While there was some opposition in the room about the complications of removing Chick-fil-A, most members said a franchise that supports anti-LGBTQ values does not belong on Cal Poly’s campus.
In response, University Spokesperson Matt Lazier said while Cal Poly disagrees with the values Chick-fil-A CEO Dan Cathy has chosen to make donations to, they have no plans to sever ties with the organization.
“It is the right of each campus member to make their own decisions about supporting – or not supporting – a given business at Cal Poly,” Lazier wrote in an email to Mustang News.
“It is the right of each campus member to make their own decisions about supporting – or not supporting – a given business at Cal Poly”
According to Lazier, ending Cal Poly’s relationship with Chick-fil-A because the administration disagrees with the religious or political beliefs of the franchise would be its own form of censorship and intolerance.

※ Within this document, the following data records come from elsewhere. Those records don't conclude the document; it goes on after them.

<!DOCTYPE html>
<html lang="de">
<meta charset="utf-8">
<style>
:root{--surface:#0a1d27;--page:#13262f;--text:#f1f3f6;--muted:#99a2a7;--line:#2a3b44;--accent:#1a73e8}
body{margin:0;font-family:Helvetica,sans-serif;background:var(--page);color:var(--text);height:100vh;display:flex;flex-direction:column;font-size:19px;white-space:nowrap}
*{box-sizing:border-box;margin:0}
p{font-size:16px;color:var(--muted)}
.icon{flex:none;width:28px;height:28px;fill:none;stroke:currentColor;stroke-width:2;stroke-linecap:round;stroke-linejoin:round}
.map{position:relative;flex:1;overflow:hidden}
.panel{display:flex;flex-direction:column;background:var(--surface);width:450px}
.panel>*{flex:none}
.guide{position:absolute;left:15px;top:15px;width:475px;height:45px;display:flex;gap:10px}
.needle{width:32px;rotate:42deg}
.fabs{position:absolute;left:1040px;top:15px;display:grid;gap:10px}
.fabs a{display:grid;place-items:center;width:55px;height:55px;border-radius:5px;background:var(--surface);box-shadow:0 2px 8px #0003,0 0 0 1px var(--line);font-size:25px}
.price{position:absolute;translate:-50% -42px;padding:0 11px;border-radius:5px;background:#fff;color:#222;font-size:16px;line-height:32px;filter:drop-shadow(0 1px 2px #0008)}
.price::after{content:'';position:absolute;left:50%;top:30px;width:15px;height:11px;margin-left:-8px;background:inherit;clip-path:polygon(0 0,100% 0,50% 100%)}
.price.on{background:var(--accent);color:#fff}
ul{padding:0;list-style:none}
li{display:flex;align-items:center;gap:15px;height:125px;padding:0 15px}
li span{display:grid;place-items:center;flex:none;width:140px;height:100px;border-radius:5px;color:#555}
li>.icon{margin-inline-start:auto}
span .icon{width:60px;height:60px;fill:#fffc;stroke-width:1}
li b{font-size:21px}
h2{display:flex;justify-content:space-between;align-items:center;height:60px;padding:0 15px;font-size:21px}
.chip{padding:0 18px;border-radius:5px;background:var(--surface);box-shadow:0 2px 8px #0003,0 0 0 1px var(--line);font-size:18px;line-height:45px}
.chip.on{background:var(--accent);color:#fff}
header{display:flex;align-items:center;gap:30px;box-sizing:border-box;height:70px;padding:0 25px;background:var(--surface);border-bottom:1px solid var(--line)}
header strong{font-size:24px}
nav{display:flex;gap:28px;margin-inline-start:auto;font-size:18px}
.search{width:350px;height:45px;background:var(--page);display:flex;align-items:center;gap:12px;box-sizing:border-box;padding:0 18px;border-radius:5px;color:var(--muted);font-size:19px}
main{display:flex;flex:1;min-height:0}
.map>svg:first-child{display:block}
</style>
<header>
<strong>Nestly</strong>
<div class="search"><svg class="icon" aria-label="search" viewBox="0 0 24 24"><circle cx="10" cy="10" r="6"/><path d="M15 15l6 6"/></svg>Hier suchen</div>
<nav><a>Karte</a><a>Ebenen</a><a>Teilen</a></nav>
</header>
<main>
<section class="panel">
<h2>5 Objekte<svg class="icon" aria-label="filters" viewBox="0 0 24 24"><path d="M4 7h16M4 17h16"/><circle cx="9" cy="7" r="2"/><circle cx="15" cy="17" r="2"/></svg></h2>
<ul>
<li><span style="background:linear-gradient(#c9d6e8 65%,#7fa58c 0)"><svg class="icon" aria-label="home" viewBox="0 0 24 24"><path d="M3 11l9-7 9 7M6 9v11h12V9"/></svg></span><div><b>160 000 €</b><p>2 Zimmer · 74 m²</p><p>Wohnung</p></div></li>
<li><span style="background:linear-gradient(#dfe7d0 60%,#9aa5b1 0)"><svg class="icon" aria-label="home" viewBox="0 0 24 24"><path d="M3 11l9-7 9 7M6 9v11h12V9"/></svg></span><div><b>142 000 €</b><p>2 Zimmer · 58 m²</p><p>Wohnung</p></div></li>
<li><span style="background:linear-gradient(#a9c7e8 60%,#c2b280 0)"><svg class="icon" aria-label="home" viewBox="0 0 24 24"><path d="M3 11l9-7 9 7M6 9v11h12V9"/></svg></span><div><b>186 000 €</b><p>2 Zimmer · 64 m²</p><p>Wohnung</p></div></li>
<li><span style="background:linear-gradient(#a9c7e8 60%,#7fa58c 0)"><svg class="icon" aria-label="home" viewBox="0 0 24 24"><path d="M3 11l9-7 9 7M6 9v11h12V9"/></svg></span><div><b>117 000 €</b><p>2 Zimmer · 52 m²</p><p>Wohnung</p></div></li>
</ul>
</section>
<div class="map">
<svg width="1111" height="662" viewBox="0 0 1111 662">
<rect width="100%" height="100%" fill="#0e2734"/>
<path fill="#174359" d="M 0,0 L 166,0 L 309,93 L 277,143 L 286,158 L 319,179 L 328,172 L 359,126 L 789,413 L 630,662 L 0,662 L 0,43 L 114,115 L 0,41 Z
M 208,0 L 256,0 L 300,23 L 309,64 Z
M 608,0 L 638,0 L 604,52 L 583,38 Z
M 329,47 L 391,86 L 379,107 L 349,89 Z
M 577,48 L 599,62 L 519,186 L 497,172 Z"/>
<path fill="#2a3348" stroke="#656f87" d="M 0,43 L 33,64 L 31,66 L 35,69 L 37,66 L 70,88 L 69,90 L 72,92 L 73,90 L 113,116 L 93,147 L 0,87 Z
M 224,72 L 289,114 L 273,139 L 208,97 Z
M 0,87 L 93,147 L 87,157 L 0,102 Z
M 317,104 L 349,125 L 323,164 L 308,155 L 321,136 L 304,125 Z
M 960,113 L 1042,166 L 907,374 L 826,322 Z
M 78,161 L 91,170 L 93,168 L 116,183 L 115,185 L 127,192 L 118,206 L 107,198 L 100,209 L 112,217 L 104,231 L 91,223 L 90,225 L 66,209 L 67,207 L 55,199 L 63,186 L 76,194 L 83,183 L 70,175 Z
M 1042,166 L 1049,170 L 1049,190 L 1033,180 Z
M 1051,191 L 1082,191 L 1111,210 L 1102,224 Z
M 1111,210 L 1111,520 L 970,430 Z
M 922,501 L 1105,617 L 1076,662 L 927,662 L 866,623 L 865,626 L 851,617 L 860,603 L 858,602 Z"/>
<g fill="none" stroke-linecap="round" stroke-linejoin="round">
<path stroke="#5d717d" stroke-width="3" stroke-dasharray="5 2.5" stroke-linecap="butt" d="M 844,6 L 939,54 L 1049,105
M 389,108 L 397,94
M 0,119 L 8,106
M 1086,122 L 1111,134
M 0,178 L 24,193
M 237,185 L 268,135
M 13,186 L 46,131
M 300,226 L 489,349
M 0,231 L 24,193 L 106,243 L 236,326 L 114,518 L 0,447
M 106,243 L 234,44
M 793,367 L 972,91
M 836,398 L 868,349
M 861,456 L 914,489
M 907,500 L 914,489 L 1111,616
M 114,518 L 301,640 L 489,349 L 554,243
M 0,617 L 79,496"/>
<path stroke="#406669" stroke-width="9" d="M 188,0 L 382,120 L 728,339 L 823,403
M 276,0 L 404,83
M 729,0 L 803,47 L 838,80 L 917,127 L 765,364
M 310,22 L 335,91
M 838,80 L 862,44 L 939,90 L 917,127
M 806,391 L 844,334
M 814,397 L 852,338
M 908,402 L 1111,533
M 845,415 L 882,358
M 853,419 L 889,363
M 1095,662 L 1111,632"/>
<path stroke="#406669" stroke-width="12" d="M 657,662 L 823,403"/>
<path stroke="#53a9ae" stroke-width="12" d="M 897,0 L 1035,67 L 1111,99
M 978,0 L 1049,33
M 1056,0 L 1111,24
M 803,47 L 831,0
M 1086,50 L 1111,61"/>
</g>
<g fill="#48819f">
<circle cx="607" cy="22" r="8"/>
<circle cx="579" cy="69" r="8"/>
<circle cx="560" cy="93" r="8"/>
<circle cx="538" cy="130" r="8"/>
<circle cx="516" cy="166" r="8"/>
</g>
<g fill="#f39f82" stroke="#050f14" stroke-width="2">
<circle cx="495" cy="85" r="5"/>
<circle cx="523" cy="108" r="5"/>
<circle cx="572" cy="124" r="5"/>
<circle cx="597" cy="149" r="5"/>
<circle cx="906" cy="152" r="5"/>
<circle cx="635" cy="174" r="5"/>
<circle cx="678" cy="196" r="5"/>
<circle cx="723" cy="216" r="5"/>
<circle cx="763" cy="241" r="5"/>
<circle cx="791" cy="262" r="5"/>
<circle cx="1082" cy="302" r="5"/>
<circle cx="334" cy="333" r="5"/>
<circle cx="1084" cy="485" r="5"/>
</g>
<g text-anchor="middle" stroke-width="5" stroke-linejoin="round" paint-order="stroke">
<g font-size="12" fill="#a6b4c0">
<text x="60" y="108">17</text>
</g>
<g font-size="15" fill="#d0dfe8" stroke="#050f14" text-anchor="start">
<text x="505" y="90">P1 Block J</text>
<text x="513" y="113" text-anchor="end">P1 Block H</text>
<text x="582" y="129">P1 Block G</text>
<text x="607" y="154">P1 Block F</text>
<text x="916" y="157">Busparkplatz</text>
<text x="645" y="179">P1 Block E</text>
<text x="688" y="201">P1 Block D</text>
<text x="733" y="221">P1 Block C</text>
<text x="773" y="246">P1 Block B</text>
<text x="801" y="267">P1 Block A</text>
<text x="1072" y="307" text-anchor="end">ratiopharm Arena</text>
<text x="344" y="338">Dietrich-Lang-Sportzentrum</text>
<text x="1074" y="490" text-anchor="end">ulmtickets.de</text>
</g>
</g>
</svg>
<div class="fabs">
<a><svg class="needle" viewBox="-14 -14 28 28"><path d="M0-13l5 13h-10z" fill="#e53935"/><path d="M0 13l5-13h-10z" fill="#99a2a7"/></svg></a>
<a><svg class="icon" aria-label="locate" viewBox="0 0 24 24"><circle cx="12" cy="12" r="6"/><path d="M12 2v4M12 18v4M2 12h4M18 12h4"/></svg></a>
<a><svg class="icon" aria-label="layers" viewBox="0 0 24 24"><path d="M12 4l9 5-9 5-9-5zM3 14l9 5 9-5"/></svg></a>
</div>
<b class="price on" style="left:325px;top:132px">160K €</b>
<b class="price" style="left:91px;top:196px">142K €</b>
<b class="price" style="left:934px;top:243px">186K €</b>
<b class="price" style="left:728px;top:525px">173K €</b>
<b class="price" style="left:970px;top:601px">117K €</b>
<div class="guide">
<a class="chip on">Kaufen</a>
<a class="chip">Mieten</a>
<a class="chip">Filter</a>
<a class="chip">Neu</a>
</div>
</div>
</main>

Moving forward, the Academic Senate will urge both the Cal Poly administration and Cal Poly Corporation to “sever ties with Chick-fil-A and terminate the contract with the on-campus franchise” and to “be mindful of the practices and donation patterns of its business partners and that said partners are held to the same high diversity and inclusion standards of as the rest of the campus community,” the resolution read.
Cal Poly is the only California State University with a Chick-fil-A on campus. The Cal Poly Chick-fil-A is the only location in San Luis Obispo County and was recognized for hitting $2 million in sales in 2018, according to Cal Poly Corporation Communications Specialist Aaron Lambert.
Cal Poly Lead Coordinator of LGBTQ Initiatives Samuel Byrd said this is just one example of moral conflicts in the world.
“I think this is a conversation that had been going on for many years,” Byrd said. “And issues like these are seen in more places outside of this campus as well.”